Além disso, as remoções reforçaram um dos principais preceitos da liberdade de expressão, que é a construção de uma memória para a sociedade. “No final das contas, essas remoções são objetos de uma profunda reflexão da sociedade. Há muita informação para dizer o que foi removido, de que forma, e por qual razão”, destaca Pacheco da Silva.

Artigo 19

Para especialistas, as recentes remoções de posts pelas plataformas digitais reforçam que o artigo 19 do Marco Civil da Internet não engessa a ação dos provedores.

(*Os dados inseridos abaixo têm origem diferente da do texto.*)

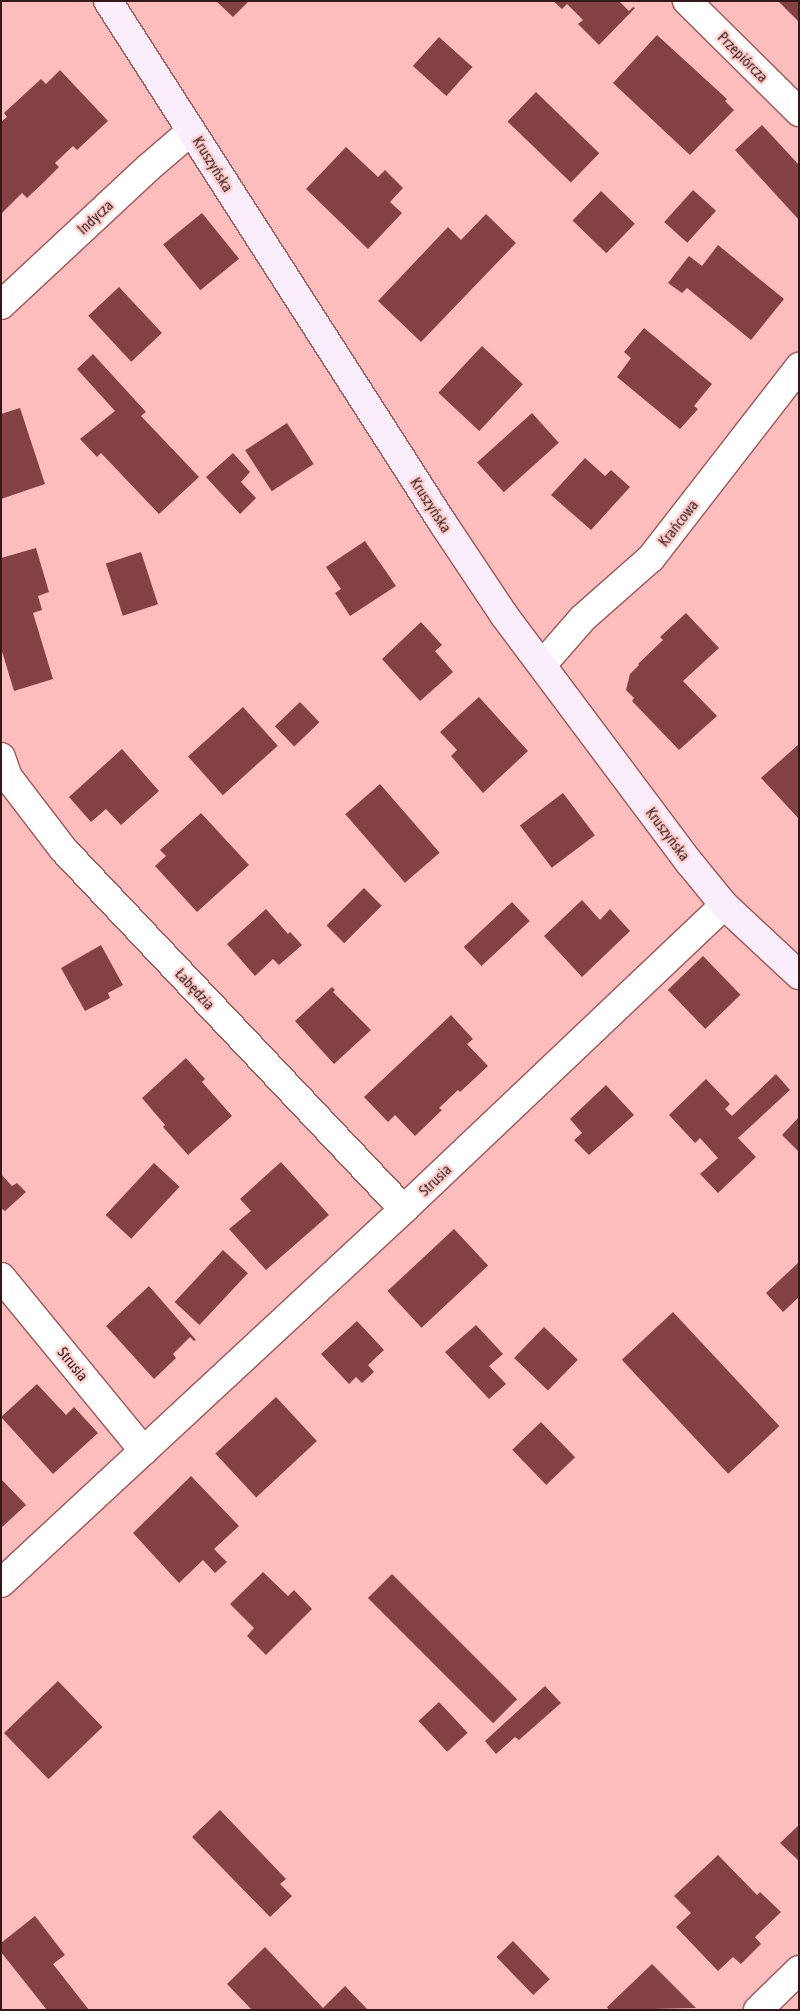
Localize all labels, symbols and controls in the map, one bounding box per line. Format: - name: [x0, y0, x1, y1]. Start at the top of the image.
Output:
- street label: Przepiórcza: [714, 28, 772, 86]
- street label: Kruszyńska: [189, 133, 237, 195]
- street label: Indycza: [73, 196, 117, 238]
- street label: Kruszyńska: [407, 474, 455, 536]
- street label: Krańcowa: [654, 496, 702, 550]
- street label: Kruszyńska: [642, 804, 694, 864]
- street label: Łabędzia: [172, 965, 218, 1013]
- street label: Strusia: [415, 1160, 455, 1200]
- street label: Strusia: [54, 1344, 92, 1384]

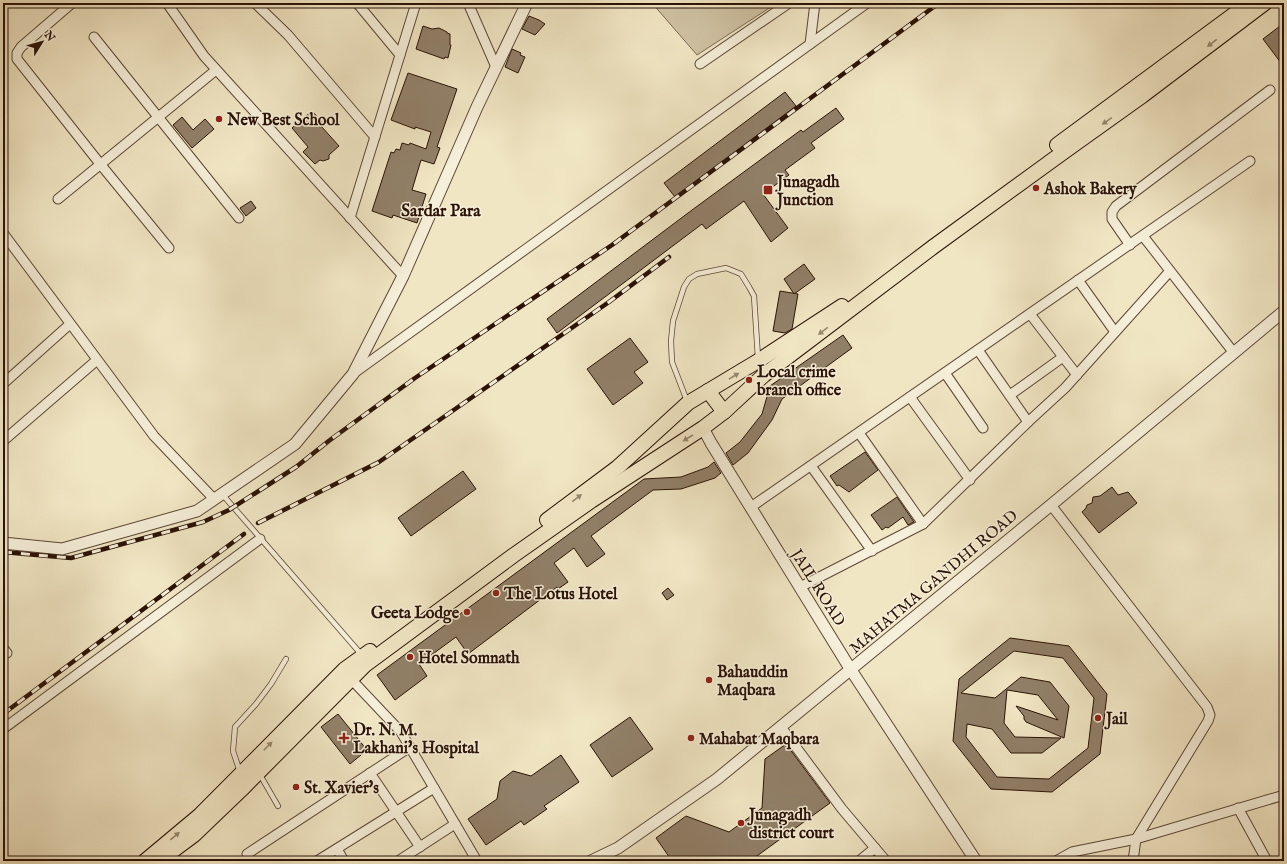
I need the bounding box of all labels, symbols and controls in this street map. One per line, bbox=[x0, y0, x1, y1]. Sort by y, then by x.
north arrow bbox=[22, 22, 62, 62]
text: N bbox=[40, 28, 58, 45]
one-way arrow bbox=[1206, 39, 1217, 48]
place label: New Best School bbox=[226, 111, 340, 131]
marker: New Best School bbox=[214, 114, 224, 124]
one-way arrow bbox=[1102, 117, 1113, 125]
place label: Junagadh Junction bbox=[775, 173, 840, 211]
place label: Ashok Bakery bbox=[1043, 180, 1138, 200]
marker: Ashok Bakery bbox=[1031, 183, 1041, 193]
marker: Junagadh Junction bbox=[762, 184, 774, 196]
district label: Sardar Para bbox=[401, 201, 481, 222]
one-way arrow bbox=[817, 327, 828, 335]
place label: Local crime branch office bbox=[756, 363, 842, 401]
one-way arrow bbox=[728, 372, 740, 379]
marker: Local crime branch office bbox=[744, 375, 754, 385]
one-way arrow bbox=[683, 434, 693, 442]
one-way arrow bbox=[571, 494, 582, 502]
street label: MAHATMA GANDHI ROAD bbox=[846, 506, 1023, 659]
street label: JAIL ROAD bbox=[785, 544, 849, 630]
place label: The Lotus Hotel bbox=[503, 585, 618, 605]
marker: The Lotus Hotel bbox=[491, 588, 501, 598]
place label: Geeta Lodge bbox=[371, 604, 460, 624]
marker: Geeta Lodge bbox=[462, 607, 472, 617]
place label: Hotel Somnath bbox=[418, 649, 520, 669]
marker: Hotel Somnath bbox=[405, 652, 415, 662]
place label: Bahauddin Maqbara bbox=[717, 663, 789, 701]
marker: Bahauddin Maqbara bbox=[704, 675, 714, 685]
place label: Jail bbox=[1104, 710, 1128, 730]
marker: Jail bbox=[1093, 713, 1103, 723]
place label: Dr. N. M. Lakhani's Hospital bbox=[353, 721, 479, 759]
place label: Mahabat Maqbara bbox=[699, 730, 820, 750]
marker: Dr. N. M. Lakhani's Hospital bbox=[338, 732, 350, 744]
marker: Mahabat Maqbara bbox=[686, 733, 696, 743]
one-way arrow bbox=[263, 741, 273, 751]
place label: St. Xavier's bbox=[304, 779, 379, 799]
marker: St. Xavier's bbox=[291, 782, 301, 792]
place label: Junagadh district court bbox=[747, 806, 834, 844]
marker: Junagadh district court bbox=[736, 818, 746, 828]
one-way arrow bbox=[170, 831, 180, 840]

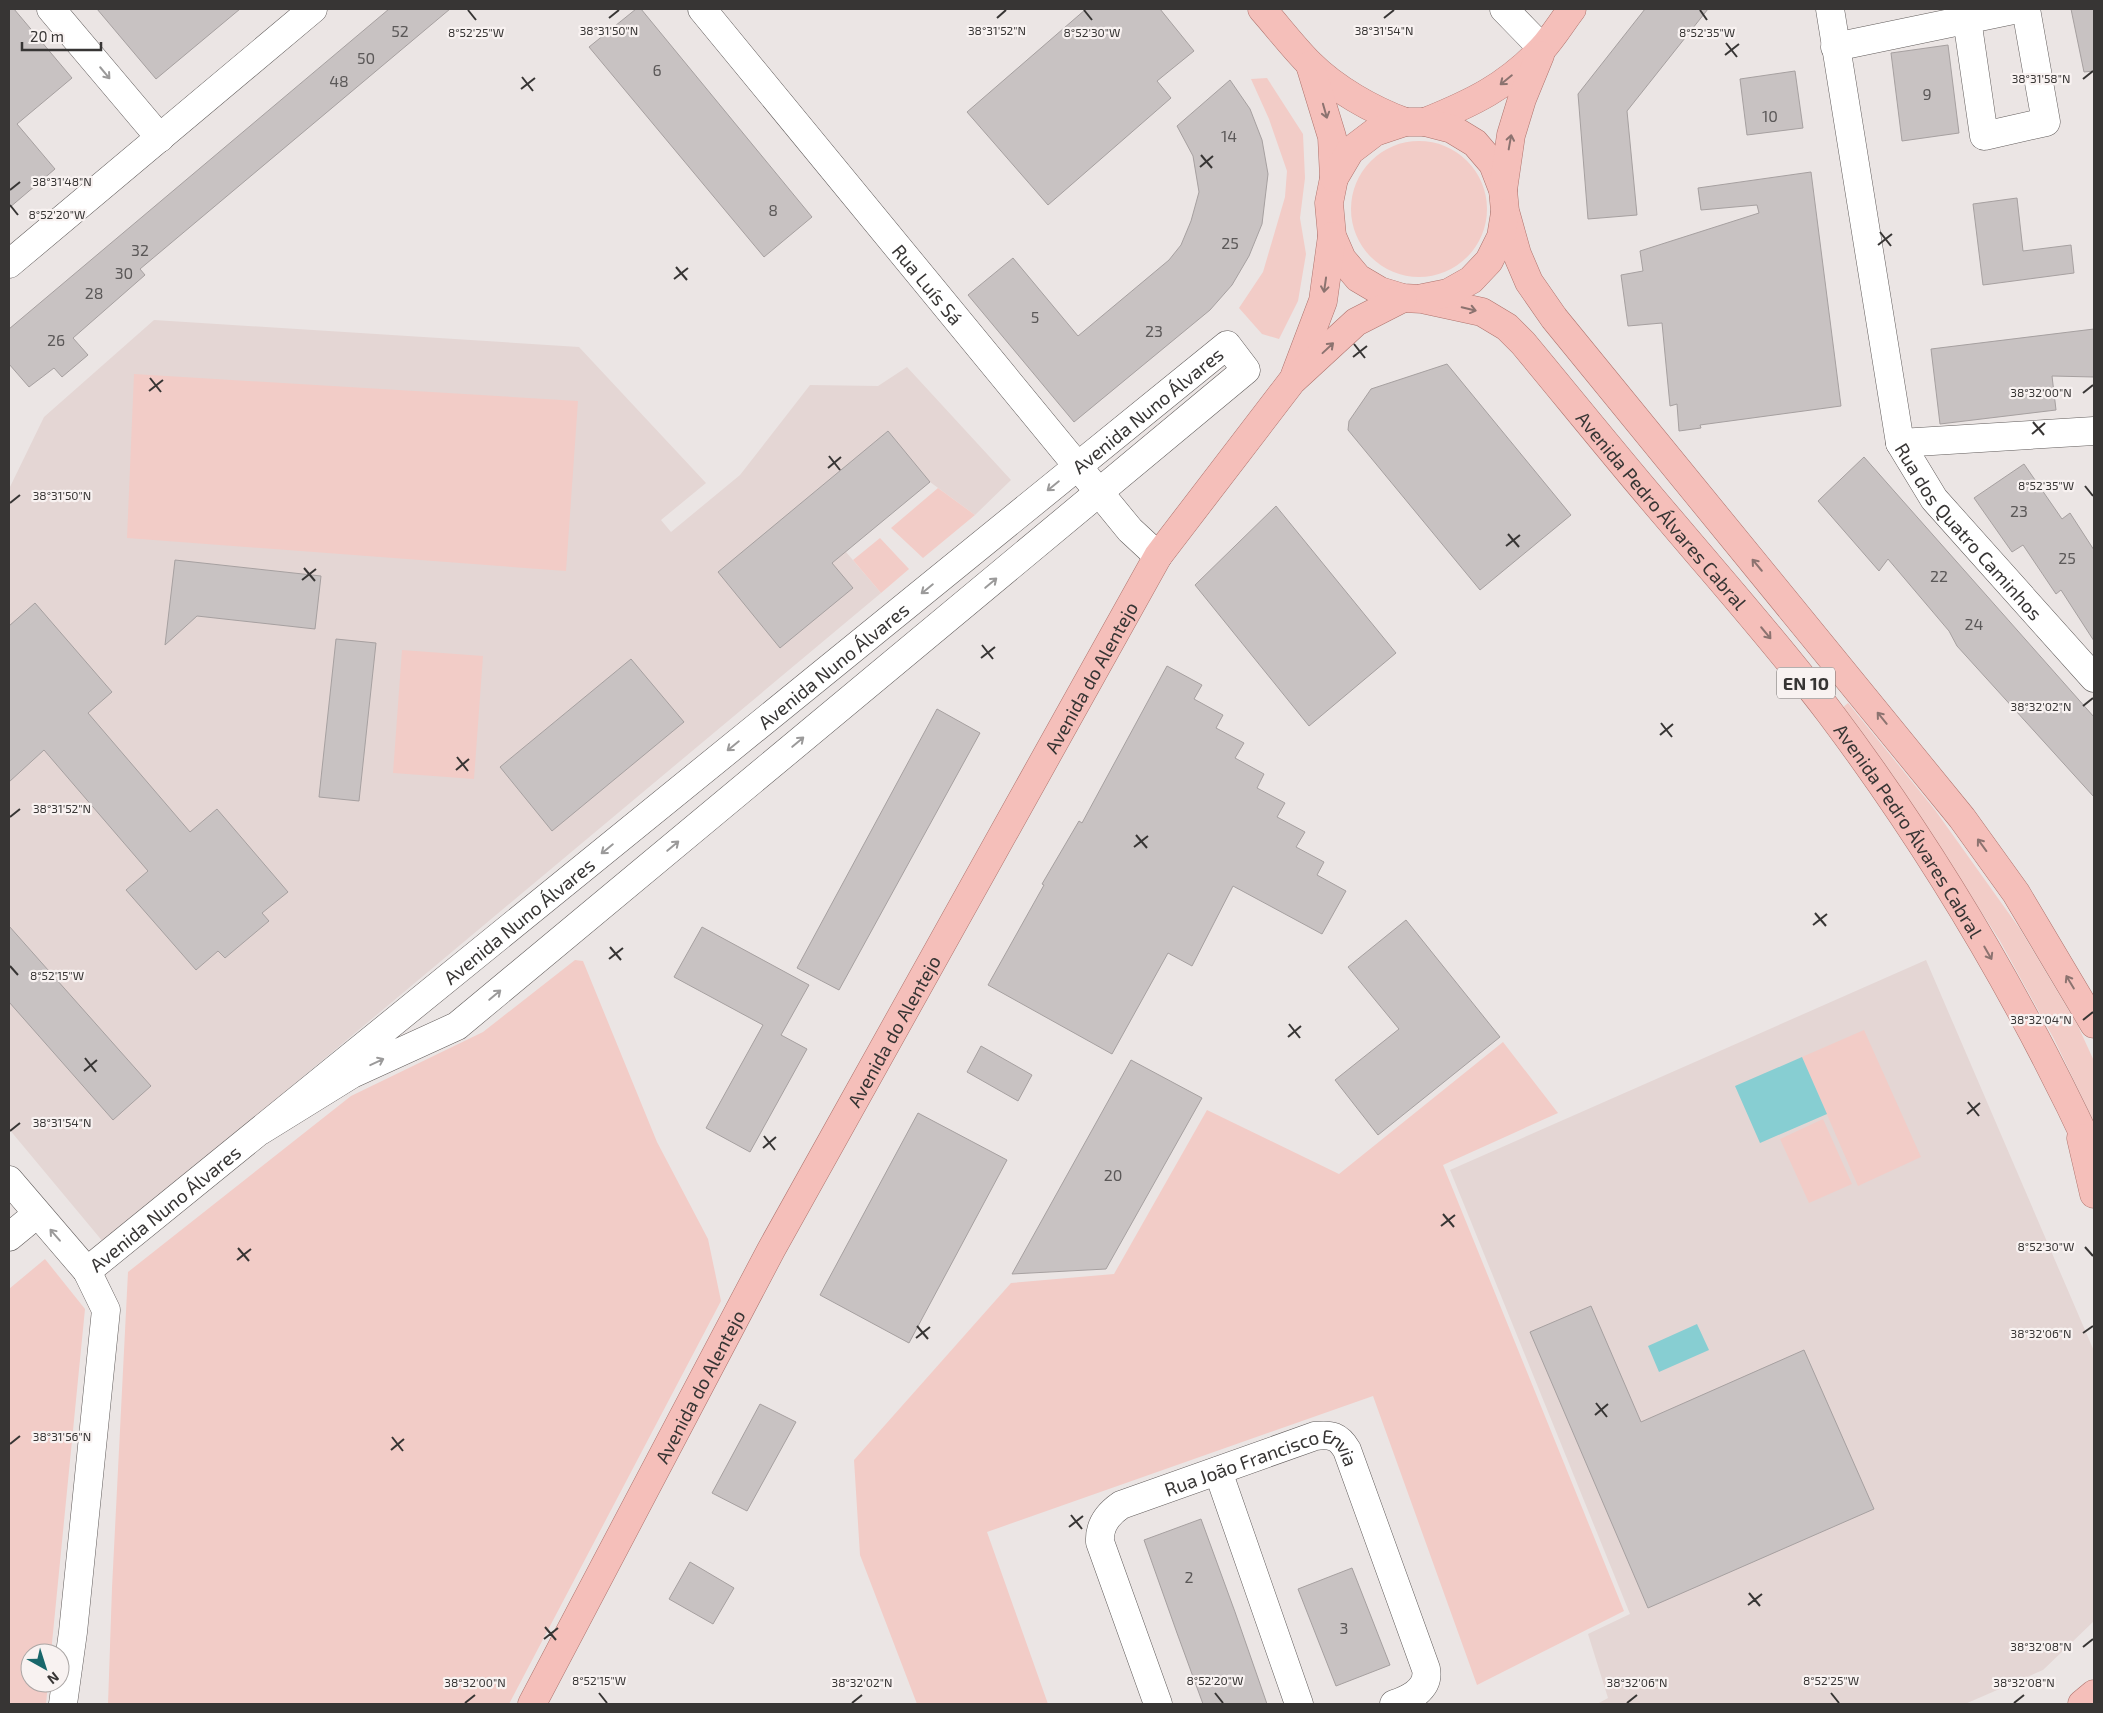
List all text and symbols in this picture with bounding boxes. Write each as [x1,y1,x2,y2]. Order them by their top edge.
scale bar [22,20,101,52]
house number: 52 [391,21,409,40]
text: 38°31'50"N [580,23,638,37]
text: 38°31'52"N [968,23,1026,37]
text: 38°31'54"N [1355,23,1413,37]
text: 8°52'25"W [448,25,504,39]
text: 8°52'30"W [1064,25,1120,39]
text: 8°52'35"W [1679,25,1735,39]
text: 20 m [30,27,64,45]
house number: 50 [357,48,375,67]
house number: 6 [652,60,662,79]
one-way arrow [99,66,111,79]
house number: 48 [329,71,349,90]
text: 38°31'58"N [2012,71,2070,85]
one-way arrow [1499,75,1512,86]
house number: 9 [1922,84,1932,103]
one-way arrow [1320,103,1330,119]
house number: 10 [1762,106,1778,125]
house number: 14 [1221,126,1237,145]
one-way arrow [1506,134,1516,150]
text: 38°31'48"N [32,174,92,188]
house number: 8 [768,200,778,219]
text: 8°52'20"W [29,207,85,221]
house number: 25 [1221,233,1239,252]
street label: Rua Luís Sá [888,239,968,329]
house number: 32 [131,240,149,259]
house number: 30 [115,263,133,282]
one-way arrow [1320,276,1330,292]
house number: 28 [85,283,103,302]
one-way arrow [1461,305,1477,315]
house number: 5 [1031,307,1039,326]
house number: 23 [1145,321,1163,340]
house number: 26 [47,330,65,349]
street label: Avenida Nuno Álvares [1067,342,1227,478]
one-way arrow [1322,342,1334,354]
text: 38°32'00"N [2010,385,2072,399]
street label: Avenida Pedro Álvares Cabral [1572,406,1752,614]
street label: Rua dos Quatro Caminhos [1891,438,2048,624]
text: 8°52'35"W [2018,478,2074,492]
one-way arrow [1047,480,1060,491]
text: 38°31'50"N [33,488,91,502]
house number: 23 [2010,501,2028,520]
house number: 25 [2058,548,2076,567]
one-way arrow [1751,559,1762,572]
house number: 22 [1930,566,1948,585]
one-way arrow [984,577,997,588]
one-way arrow [921,583,934,594]
street label: Avenida Nuno Álvares [753,597,913,733]
street label: Avenida do Alentejo [1039,597,1142,757]
house number: 24 [1965,614,1984,633]
one-way arrow [1760,626,1771,639]
road number: EN 10 [1777,668,1835,698]
text: 38°32'02"N [2011,699,2071,713]
one-way arrow [1876,711,1887,724]
street label: Avenida Pedro Álvares Cabral [1830,719,1988,942]
one-way arrow [792,737,805,748]
one-way arrow [727,741,740,752]
text: 38°31'52"N [33,801,91,815]
one-way arrow [1977,838,1987,852]
one-way arrow [667,840,680,852]
one-way arrow [601,843,614,854]
street label: Avenida Nuno Álvares [439,852,599,989]
one-way arrow [1983,945,1993,959]
street label: Avenida do Alentejo [842,951,945,1111]
text: 8°52'15"W [30,968,84,982]
one-way arrow [2065,975,2075,989]
one-way arrow [488,989,501,1000]
text: 38°32'04"N [2010,1012,2072,1026]
one-way arrow [369,1057,384,1067]
text: 38°31'54"N [33,1115,91,1129]
street label: Avenida Nuno Álvares [85,1140,245,1276]
house number: 20 [1104,1165,1122,1184]
one-way arrow [49,1228,61,1241]
text: 8°52'30"W [2018,1239,2074,1253]
street label: Avenida do Alentejo [649,1306,749,1467]
text: 38°32'06"N [2010,1326,2072,1340]
street label: Rua João Francisco Envia [1161,1424,1363,1500]
text: 38°31'56"N [33,1429,91,1443]
house number: 2 [1185,1567,1194,1586]
house number: 3 [1340,1618,1348,1637]
text: 38°32'08"N [2010,1639,2072,1653]
north arrow [20,1643,70,1693]
text: N [44,1669,63,1688]
text: 8°52'15"W [572,1673,626,1687]
text: 8°52'20"W [1187,1673,1243,1687]
text: 8°52'25"W [1803,1673,1859,1687]
text: 38°32'00"N [444,1675,506,1689]
text: 38°32'02"N [832,1675,892,1689]
text: 38°32'06"N [1606,1675,1668,1689]
text: 38°32'08"N [1993,1675,2055,1689]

Esse artigo diz que uma plataforma está sujeita a responsabilização de conteúdos de terceiros se, após ordem judicial, não tornar a postagem indisponível.

“As plataformas regulam através de seus códigos e podem atuar previamente, antes da decisão judicial”, diz Priscilla Regina da Silva, pesquisadora do Instituto de Tecnologia e Sociedade (ITS). “Vivemos no ciberespaço um sistema de corregulação, com regulação do Direito e das plataformas, através dos termos de uso e de seus códigos”.

Para a pesquisadora, não há problema nas remoções, “desde que sejam decisões coerentes, expondo as justificativas, assim como o Twitter está fazendo”. O Twitter coloca no lugar do post excluído links dos termos de uso e das diretrizes gerais da plataforma.

Sem o artigo 19, cuja constitucionalidade será discutida no Supremo Tribunal Federal (STF), conteúdos seriam excluídos em maior proporção a partir de notificações extrajudiciais, uma vez que as plataformas iriam prezar pela cautela. “O que estamos observando agora são situações em que as próprias plataformas estão removendo conteúdos a partir de suas regras contratuais, e o artigo 19 nunca impediu isso”, lembra Alexandre Pacheco da Silva, coordenador do Centro de Ensino e Pesquisa em Inovação da FGV.